Biden has publicly committed to promoting LGBTQ rights abroad, following a precedent set by former President Barack Obama.
“Together, we will work to defend and advance the human rights of all people, and we will not rest until equality, at home and around the world, is fully realized,” Biden wrote in a 2017 opinion piece in The Washington Post marking the International Day Against Homophobia, Transphobia and Biphobia.
The LGBTQ plank of Biden’s campaign platform pledges that his administration would “restore the United States’ standing as a global leader defending LGBTQ+ rights.”
In 2019, then-U.S. Ambassador to Germany Richard Grenell announced the Trump administration was launching a strategy to decriminalize homosexuality abroad.
It was inspired, in part, by the alleged execution of a young gay man in Iran.

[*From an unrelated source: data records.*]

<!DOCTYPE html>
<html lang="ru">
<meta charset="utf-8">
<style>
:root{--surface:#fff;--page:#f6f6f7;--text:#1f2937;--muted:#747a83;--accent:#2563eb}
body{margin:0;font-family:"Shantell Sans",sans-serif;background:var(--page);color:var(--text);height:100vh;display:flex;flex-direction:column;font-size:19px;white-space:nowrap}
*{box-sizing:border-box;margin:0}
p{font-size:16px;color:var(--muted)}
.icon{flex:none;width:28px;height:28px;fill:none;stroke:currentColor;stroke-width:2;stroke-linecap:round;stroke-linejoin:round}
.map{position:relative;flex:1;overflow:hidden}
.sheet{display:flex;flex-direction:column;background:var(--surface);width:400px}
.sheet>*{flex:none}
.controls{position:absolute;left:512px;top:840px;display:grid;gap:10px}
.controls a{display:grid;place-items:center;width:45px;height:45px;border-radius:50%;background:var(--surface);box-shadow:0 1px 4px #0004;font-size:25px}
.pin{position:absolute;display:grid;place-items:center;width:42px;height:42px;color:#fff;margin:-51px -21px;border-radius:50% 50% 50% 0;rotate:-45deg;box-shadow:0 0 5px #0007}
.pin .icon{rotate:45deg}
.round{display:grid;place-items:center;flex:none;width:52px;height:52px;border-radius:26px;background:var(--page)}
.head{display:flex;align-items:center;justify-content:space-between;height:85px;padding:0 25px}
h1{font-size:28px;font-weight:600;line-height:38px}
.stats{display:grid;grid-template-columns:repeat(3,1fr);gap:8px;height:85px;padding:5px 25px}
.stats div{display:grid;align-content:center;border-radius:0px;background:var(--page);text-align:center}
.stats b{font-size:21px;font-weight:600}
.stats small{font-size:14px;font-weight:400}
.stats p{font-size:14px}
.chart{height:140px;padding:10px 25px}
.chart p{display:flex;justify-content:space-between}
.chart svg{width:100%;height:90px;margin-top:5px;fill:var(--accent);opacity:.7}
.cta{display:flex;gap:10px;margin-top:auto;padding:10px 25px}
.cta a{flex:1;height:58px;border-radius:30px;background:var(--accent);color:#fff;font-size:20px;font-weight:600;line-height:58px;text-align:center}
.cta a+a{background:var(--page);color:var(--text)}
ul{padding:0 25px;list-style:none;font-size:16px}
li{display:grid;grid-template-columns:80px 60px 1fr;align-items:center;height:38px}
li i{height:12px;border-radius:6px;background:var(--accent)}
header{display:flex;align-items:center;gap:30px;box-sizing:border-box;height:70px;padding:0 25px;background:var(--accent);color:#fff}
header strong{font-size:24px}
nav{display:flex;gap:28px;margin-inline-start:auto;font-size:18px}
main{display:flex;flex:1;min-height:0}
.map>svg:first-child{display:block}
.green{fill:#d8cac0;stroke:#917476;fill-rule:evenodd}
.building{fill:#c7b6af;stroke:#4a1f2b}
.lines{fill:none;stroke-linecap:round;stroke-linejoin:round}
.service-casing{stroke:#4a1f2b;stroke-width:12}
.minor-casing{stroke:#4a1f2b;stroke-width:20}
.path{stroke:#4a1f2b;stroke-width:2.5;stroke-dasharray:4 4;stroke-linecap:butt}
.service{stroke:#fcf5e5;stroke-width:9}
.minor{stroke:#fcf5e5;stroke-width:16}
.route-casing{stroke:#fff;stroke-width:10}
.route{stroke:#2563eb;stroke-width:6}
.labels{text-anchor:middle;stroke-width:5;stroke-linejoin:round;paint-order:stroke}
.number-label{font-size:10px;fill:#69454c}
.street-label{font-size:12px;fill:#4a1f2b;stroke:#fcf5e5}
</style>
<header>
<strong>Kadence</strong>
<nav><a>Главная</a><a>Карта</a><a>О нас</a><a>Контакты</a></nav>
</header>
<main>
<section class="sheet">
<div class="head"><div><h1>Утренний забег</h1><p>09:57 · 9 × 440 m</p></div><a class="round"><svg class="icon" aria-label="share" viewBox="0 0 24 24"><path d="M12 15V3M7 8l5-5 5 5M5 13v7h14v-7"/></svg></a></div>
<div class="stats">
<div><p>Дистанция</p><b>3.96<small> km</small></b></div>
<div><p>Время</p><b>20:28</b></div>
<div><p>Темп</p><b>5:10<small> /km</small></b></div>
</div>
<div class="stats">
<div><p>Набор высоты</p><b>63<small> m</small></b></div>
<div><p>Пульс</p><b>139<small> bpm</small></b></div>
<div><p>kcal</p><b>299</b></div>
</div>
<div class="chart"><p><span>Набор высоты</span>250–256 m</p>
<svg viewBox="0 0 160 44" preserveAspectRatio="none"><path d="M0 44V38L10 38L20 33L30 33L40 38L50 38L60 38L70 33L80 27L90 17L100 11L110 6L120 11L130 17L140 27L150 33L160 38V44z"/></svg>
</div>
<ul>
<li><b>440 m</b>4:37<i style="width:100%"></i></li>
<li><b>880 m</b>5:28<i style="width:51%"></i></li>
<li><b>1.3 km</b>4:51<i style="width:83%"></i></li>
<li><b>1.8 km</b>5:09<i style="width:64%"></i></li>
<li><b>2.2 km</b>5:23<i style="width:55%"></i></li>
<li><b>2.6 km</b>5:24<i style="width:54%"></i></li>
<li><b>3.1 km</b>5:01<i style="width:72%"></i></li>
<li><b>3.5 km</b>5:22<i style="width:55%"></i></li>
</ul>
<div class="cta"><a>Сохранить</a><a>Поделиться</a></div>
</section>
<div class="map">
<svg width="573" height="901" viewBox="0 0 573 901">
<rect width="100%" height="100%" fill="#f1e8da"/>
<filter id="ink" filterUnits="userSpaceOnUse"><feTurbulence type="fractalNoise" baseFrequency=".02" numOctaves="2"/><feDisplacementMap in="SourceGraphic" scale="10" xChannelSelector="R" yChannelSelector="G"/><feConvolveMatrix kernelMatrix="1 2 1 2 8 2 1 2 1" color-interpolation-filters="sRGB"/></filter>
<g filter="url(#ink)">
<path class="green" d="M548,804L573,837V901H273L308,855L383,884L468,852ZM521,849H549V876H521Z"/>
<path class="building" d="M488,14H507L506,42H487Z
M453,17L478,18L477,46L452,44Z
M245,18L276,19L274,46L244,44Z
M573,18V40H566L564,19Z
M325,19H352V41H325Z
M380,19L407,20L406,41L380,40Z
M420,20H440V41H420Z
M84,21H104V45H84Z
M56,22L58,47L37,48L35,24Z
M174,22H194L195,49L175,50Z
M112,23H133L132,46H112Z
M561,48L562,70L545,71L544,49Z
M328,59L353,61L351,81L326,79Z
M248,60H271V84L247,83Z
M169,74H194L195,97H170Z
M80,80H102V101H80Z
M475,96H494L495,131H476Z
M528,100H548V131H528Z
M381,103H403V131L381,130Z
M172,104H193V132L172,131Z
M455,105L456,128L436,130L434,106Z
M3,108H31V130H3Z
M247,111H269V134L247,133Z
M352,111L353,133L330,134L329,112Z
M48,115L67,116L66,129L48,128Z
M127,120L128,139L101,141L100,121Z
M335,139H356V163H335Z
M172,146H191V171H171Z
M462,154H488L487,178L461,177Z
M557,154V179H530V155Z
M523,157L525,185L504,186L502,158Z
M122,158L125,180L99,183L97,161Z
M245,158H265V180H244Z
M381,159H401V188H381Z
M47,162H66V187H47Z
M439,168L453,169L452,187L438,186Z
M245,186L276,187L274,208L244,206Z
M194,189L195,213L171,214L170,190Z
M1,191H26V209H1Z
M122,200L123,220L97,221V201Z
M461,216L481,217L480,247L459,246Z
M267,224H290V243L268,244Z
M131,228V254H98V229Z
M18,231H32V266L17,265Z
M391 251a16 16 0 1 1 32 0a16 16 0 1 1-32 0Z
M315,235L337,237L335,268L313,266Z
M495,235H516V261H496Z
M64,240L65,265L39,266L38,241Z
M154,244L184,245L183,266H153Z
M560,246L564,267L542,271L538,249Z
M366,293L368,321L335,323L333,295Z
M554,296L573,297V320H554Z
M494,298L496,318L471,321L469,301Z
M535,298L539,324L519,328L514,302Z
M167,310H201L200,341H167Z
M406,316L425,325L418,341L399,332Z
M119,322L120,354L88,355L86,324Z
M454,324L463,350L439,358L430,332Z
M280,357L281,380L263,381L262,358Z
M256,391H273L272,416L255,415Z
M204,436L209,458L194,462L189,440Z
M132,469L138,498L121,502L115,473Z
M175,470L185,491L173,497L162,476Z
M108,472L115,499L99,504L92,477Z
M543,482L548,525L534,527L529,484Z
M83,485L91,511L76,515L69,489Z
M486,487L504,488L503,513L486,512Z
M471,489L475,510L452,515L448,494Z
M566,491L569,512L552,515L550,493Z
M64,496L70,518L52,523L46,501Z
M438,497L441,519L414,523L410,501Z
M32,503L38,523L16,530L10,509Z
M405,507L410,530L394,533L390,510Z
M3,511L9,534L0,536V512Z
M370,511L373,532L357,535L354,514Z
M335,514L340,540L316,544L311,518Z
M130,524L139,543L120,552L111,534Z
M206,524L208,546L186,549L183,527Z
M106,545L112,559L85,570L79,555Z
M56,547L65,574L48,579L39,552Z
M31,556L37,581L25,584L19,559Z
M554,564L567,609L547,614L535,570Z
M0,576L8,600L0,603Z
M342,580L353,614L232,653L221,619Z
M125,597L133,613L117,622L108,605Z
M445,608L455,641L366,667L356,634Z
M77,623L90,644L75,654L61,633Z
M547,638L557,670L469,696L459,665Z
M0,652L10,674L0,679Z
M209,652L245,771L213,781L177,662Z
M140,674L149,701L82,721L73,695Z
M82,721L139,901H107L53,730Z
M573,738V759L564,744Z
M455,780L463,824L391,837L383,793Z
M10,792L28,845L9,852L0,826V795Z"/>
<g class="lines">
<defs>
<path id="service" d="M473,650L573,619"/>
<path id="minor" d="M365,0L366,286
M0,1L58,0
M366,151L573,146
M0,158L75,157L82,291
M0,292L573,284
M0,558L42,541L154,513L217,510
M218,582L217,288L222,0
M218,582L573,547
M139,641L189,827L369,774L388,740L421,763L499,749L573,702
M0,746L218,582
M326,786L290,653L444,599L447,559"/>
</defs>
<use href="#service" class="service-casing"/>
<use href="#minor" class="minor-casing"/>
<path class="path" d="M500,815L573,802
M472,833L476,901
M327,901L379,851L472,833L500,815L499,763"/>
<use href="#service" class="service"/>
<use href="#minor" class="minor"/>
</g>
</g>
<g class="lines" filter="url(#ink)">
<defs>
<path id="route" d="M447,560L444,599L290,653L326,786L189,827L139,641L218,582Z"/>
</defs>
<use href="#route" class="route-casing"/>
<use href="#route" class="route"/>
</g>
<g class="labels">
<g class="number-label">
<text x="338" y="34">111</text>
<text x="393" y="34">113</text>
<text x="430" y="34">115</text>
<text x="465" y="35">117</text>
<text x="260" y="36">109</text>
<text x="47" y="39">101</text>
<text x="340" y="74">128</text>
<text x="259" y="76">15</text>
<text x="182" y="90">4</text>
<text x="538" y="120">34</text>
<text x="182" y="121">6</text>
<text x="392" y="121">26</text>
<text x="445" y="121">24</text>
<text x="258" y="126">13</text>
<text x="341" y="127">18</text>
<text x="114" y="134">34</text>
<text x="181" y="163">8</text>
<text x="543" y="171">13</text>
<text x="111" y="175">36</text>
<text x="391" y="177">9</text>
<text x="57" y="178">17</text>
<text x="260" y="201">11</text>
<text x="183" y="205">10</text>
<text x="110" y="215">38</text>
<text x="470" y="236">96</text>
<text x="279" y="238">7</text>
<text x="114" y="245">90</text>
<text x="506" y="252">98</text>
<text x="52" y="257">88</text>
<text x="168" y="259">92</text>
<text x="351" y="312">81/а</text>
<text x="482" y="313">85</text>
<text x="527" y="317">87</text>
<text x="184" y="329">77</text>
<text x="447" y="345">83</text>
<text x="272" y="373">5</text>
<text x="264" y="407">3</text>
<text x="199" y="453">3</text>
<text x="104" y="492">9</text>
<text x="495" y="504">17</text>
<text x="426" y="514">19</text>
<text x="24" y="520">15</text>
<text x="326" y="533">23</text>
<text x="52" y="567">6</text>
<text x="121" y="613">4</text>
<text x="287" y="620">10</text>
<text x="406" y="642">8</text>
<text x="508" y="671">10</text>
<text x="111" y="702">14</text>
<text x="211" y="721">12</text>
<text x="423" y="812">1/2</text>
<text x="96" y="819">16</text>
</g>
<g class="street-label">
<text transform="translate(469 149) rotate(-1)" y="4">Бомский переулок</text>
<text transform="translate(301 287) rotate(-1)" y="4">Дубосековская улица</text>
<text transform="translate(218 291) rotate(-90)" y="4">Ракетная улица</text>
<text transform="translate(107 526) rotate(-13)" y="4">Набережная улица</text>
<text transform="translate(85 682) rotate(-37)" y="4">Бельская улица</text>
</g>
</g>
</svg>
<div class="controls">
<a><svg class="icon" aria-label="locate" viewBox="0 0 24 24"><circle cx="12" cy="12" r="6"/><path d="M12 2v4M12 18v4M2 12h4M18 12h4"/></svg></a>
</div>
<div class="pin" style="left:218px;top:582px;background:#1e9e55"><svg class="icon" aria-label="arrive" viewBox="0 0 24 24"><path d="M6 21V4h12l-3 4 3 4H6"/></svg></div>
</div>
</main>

“This is a bipartisan push. People understand — religious people, individuals who may not always be in the LGBTI fight — they understand that criminalizing homosexuality is absolutely wrong,” Grenell told NBC News at the time. “It is unbelievable to believe that in today’s world a 32 –year-old man in Iran can be hanged simply for being gay. That’s unacceptable.”
At the time Grenell said decriminalizing homosexuality ”is a policy that we have to move forward on,” but activists say there has been little momentum since then.
”Trump invited President Duda to the White House for a photo op the week before the runoff election in Poland,” Bromley said. “As far as we can tell there’s nothing behind this pledge. It’s complete rhetoric.”
Grenell later became the acting director of national intelligence, the first openly gay member of a presidential Cabinet, as well as a senior Republican adviser focusing on LGBTQ outreach and special presidential envoy for peace negotiations in the Balkans.
In an address to the United Nations General Assembly on Tuesday, President Trump reiterated that his administration is promoting the decriminalization of homosexuality.
“My administration is advancing religious liberty, opportunity for women, the decriminalization of homosexuality, combating human trafficking and protecting unborn children,” he said. “We also know that American prosperity is the bedrock of freedom and security all over the world.”
Bromley said the speech was more “pinkwashing” from the administration.
“In 2011 the Obama-Biden administration made significant investments in decriminalization,” he told NBC News. “Under President Trump, there have been no significant diplomatic efforts, no new funding and no follow-through at the United Nations.”
“To the contrary, Trump has befriended and continues to coddle the dictators who are stridently committed to persecuting LGBTI individuals, from Putin in Russia to Duda in Poland to Sisi in Egypt,” Bromley added. “It’s shamefully empty rhetoric that harms LGBTI individuals everywhere.”